HACKER Q&A
📣 jonplackett

Why do many sites now put username+password entry on different pages?


I just find it irritating when typing it in, AND it messes with password managers. But it seems to be happening more and more. What's the logic behind it? Is there some security benefit I don't understand? Or is it just me who hates this?


  👤 kayman Accepted Answer ✓
The reason your username and password are on different pages is to handle federated identities. Take a typical saas product. Initially you build your own login username and password. As you grow your users ask to login using gmail, LinkedIn or Microsoft so they don’t have to remember multiple usernames and passwords. If you enable third party login it means you have to redirect the site to the third party login page to authenticate.

To accomodate that you design your page so the user first enters username. In your system you check based on email who the identity provider is and redirect to that login journey.

For e.g. if Microsoft you redirect to Microsoft login page to authenticate.

If successful the third party login provider will send you back to your app with a JWT. In your app you check if the JWT is valid - if so allow access.

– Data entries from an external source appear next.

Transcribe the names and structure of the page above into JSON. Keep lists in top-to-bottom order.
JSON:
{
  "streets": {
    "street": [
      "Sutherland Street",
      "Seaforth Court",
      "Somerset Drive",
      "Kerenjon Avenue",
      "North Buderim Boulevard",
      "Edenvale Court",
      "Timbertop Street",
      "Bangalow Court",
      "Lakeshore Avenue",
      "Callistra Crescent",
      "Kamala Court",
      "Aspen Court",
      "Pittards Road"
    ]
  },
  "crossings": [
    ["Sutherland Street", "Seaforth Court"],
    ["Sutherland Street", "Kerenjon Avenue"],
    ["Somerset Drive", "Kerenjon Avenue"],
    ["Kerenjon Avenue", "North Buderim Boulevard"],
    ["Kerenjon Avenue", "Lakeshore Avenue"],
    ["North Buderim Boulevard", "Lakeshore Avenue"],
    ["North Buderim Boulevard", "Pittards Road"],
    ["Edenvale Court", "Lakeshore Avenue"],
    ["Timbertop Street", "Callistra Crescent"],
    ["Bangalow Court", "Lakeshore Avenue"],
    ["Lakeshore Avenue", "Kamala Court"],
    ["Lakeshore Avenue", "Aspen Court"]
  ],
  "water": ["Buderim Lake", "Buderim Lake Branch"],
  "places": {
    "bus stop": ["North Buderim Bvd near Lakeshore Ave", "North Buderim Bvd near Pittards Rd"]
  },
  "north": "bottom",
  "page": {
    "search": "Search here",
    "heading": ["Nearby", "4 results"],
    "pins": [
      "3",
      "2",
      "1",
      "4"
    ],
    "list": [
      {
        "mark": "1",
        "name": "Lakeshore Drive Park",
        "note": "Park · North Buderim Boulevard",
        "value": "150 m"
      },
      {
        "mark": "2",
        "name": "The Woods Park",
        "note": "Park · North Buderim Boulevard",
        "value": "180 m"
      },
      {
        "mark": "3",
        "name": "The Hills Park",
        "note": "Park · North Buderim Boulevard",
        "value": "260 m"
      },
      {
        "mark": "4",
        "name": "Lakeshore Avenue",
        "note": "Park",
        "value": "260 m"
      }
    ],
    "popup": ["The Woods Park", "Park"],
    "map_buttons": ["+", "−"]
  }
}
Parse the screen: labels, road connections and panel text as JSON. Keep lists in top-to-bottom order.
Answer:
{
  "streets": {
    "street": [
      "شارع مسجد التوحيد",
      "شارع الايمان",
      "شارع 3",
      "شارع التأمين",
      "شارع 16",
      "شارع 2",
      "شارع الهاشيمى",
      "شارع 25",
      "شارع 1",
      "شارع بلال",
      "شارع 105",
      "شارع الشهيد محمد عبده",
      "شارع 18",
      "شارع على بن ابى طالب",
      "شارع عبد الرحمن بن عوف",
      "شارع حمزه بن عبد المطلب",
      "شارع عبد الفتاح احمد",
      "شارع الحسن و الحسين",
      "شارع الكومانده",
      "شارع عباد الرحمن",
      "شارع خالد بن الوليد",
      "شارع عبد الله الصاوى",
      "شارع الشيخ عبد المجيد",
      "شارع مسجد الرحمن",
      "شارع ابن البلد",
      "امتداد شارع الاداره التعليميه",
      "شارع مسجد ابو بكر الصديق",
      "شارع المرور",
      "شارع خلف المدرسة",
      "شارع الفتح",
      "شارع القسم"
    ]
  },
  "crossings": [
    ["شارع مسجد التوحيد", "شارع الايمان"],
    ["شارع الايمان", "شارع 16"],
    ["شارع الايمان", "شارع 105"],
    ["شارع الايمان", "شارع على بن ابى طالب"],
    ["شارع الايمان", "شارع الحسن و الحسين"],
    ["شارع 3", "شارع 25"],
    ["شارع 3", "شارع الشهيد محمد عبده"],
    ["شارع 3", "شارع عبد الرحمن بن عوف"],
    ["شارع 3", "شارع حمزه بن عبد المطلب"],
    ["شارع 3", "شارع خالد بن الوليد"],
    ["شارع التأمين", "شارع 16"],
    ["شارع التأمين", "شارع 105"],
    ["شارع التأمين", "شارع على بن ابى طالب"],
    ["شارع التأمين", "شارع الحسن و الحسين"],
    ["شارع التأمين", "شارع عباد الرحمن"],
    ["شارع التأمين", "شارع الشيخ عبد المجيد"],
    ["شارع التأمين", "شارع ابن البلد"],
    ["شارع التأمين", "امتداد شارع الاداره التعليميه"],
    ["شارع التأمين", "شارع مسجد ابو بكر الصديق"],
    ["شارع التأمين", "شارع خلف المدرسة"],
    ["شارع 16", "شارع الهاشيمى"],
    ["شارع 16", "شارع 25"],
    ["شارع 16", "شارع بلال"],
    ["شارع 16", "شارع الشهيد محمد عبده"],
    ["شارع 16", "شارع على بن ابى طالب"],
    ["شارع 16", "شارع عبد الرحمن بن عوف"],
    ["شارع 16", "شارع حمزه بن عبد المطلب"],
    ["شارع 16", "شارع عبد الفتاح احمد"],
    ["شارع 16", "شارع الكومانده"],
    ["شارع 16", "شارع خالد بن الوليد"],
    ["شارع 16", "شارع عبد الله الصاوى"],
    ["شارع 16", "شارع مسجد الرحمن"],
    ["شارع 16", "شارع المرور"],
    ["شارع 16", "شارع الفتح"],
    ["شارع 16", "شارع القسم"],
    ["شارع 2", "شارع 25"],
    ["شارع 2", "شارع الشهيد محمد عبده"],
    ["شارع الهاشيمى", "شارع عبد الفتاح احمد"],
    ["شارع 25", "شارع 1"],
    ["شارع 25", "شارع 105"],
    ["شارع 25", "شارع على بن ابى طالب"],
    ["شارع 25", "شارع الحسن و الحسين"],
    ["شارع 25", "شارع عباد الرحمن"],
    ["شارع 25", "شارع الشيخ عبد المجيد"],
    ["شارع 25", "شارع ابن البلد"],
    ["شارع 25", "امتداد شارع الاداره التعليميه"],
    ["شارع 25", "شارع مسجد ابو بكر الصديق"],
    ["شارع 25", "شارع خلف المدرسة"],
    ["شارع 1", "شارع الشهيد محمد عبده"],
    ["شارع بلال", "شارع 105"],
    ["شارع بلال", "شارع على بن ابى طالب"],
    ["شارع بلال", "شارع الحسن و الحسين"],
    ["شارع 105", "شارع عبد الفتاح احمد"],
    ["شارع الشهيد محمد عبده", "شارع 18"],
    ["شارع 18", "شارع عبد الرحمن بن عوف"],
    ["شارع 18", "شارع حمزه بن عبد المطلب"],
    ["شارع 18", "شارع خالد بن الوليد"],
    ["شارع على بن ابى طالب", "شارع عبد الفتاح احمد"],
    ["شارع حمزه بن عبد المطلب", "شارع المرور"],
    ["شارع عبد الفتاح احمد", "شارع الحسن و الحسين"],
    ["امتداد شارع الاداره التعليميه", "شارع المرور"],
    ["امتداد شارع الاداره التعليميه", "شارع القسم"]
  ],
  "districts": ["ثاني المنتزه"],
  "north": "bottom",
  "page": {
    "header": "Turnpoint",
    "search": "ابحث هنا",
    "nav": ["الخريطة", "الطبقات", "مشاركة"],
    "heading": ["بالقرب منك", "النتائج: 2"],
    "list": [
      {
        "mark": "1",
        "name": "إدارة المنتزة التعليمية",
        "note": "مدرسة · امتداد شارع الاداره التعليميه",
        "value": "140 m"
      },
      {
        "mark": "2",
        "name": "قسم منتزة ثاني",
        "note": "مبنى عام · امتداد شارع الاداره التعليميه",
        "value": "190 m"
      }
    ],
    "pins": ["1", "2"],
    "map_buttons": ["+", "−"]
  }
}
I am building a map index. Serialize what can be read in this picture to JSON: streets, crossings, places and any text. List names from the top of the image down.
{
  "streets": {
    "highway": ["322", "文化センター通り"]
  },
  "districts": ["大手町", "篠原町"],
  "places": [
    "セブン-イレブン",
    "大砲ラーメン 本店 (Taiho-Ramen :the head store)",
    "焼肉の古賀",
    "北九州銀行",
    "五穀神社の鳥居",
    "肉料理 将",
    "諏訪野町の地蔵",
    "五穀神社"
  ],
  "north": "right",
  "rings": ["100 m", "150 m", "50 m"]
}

On first entering email on login, If your login provider is your own app, you redirect to your own login password page.


👤 dylz
SAML, single sign on, 2FA confirmation, etc.

For example, I don't know what login method a user would be using (our own password? or redirect them to their corporate's auth portal) until they enter their email.


👤 RealStickman_
I'd like to mention that bitwarden seems to handle that rather well (the browser extension at) on the sites I tried. (Backblaze and google login for example)

👤 kevsim
If it's done properly, it shouldn't mess with password managers. The trick to doing it properly is to put a hidden password field on the first screen so the password manager can still fill it in. If the page sees them both filled in, it knows it's not dealing with a federated identity situation and can just log the user in.

Other services show both the username/password but send requests to the server as the user types their email address and take away the password field if it's an email associated with an SSO domain. I believe this is how Dropbox does it (could be remembering wrong).


👤 bruce511
I don't do this myself, but I did consider doing it, because to some degree it simplifies work flow in the login process.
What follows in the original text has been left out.